Chapitre 88 : pulsion

Publié le par RoN

Faye et Kenji revinrent bientôt chargés de vivres. Ils avaient déniché une supérette dans laquelle il restait pas mal de boites de conserve et s’étaient servis sans vergogne. Ils n’avaient rencontré ni goule ni survivant : ce village semblait totalement désert. Enfin, pas si désert que ça, réalisèrent-ils en en voyant la similigoule attachée près du bus. Leurs camarades leur expliquèrent ce qui s’était passé durant leur absence, et tous s’entretinrent pour décider ce qu’ils devaient faire de leur prisonnière.
Bien qu’ayant été blessées par la femme, Aya et Gina étaient d’avis de la garder avec eux. Après tout, cette malheureuse restait humaine. Elle avait visiblement subi un traumatisme, et n’était pas responsable de ses actes. Peut-être pourraient-ils réussir à la faire retrouver ses esprits.
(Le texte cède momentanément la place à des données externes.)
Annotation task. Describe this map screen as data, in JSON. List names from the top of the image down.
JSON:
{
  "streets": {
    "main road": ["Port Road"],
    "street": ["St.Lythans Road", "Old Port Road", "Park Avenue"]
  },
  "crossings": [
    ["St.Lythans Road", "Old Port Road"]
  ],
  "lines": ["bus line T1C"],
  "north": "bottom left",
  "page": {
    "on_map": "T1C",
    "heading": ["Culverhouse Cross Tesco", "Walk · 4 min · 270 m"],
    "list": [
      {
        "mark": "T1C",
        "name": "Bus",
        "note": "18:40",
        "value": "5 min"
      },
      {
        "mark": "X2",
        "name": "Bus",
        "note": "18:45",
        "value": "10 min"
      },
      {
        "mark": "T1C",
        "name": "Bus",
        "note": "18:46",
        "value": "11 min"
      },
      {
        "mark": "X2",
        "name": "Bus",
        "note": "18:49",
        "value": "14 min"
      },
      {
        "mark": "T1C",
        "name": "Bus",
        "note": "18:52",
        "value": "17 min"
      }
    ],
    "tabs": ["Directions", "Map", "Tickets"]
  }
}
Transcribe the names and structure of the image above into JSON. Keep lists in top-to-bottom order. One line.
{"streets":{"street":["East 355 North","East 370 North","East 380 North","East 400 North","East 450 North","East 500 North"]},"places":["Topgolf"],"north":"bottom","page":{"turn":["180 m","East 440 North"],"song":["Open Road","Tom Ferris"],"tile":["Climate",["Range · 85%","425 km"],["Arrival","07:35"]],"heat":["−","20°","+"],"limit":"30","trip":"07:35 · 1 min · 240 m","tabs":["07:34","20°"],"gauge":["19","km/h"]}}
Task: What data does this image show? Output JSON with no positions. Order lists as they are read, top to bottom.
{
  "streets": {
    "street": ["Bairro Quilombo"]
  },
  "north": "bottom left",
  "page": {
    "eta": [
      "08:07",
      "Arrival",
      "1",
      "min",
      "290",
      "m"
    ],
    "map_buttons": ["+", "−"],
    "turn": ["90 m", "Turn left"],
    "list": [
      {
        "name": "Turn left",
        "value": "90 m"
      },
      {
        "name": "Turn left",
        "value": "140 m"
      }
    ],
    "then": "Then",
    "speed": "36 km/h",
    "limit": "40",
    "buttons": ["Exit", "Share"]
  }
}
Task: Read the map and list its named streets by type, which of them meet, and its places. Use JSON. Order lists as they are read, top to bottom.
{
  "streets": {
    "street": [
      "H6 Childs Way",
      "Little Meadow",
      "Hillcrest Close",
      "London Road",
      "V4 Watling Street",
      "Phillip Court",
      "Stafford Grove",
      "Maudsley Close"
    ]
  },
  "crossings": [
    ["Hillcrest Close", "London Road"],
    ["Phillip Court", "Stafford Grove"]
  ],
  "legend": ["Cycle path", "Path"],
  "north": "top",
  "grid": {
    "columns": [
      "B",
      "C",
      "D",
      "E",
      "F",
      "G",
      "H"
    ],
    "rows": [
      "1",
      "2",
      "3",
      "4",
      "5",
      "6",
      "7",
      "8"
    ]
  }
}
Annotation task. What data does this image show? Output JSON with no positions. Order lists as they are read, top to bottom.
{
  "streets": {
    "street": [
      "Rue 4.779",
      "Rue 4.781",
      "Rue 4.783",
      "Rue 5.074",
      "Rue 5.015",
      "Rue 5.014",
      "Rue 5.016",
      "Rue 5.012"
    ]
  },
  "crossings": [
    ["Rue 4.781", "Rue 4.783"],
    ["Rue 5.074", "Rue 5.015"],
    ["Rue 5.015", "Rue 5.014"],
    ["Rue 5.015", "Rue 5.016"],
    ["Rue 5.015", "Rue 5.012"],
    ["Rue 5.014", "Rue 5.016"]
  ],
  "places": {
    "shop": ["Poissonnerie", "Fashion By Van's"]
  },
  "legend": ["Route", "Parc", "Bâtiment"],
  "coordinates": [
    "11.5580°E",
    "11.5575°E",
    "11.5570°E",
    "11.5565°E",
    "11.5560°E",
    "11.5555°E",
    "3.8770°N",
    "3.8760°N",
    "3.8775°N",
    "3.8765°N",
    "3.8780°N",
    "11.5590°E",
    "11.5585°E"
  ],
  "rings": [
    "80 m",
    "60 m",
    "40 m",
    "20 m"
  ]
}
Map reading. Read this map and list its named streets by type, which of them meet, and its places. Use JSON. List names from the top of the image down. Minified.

« Vous plaisantez ! protesta Vicious. Vous voyez un psychiatre, dans le coin ? Cette fille est complètement cinglée, irrécupérable ! »
En effet, ils lui avaient longuement parlé, lui avaient proposé de la nourriture, de l’eau et même de la super-weed, mais la similigoule n’avait pas eu plus de réaction que les monstres qu’elle copiait. Elle grognait, claquait des mâchoires dans leur direction, se débattait, ne montrant aucun signe de compréhension ou de simple conscience. Ils avaient fini par baisser les bras, et Vicious avait décrété qu’elle ne valait pas mieux que les zombies. Par conséquent, la meilleure solution selon lui était de lui attribuer le même traitement qu’aux goules : une balle dans la caboche. Mais les femmes s’y étaient fermement opposées. Même Faye, qui semblait fort impressionnée par cette étrange créature, ne souhaitait pas qu’un être humain soit mis à mort inutilement.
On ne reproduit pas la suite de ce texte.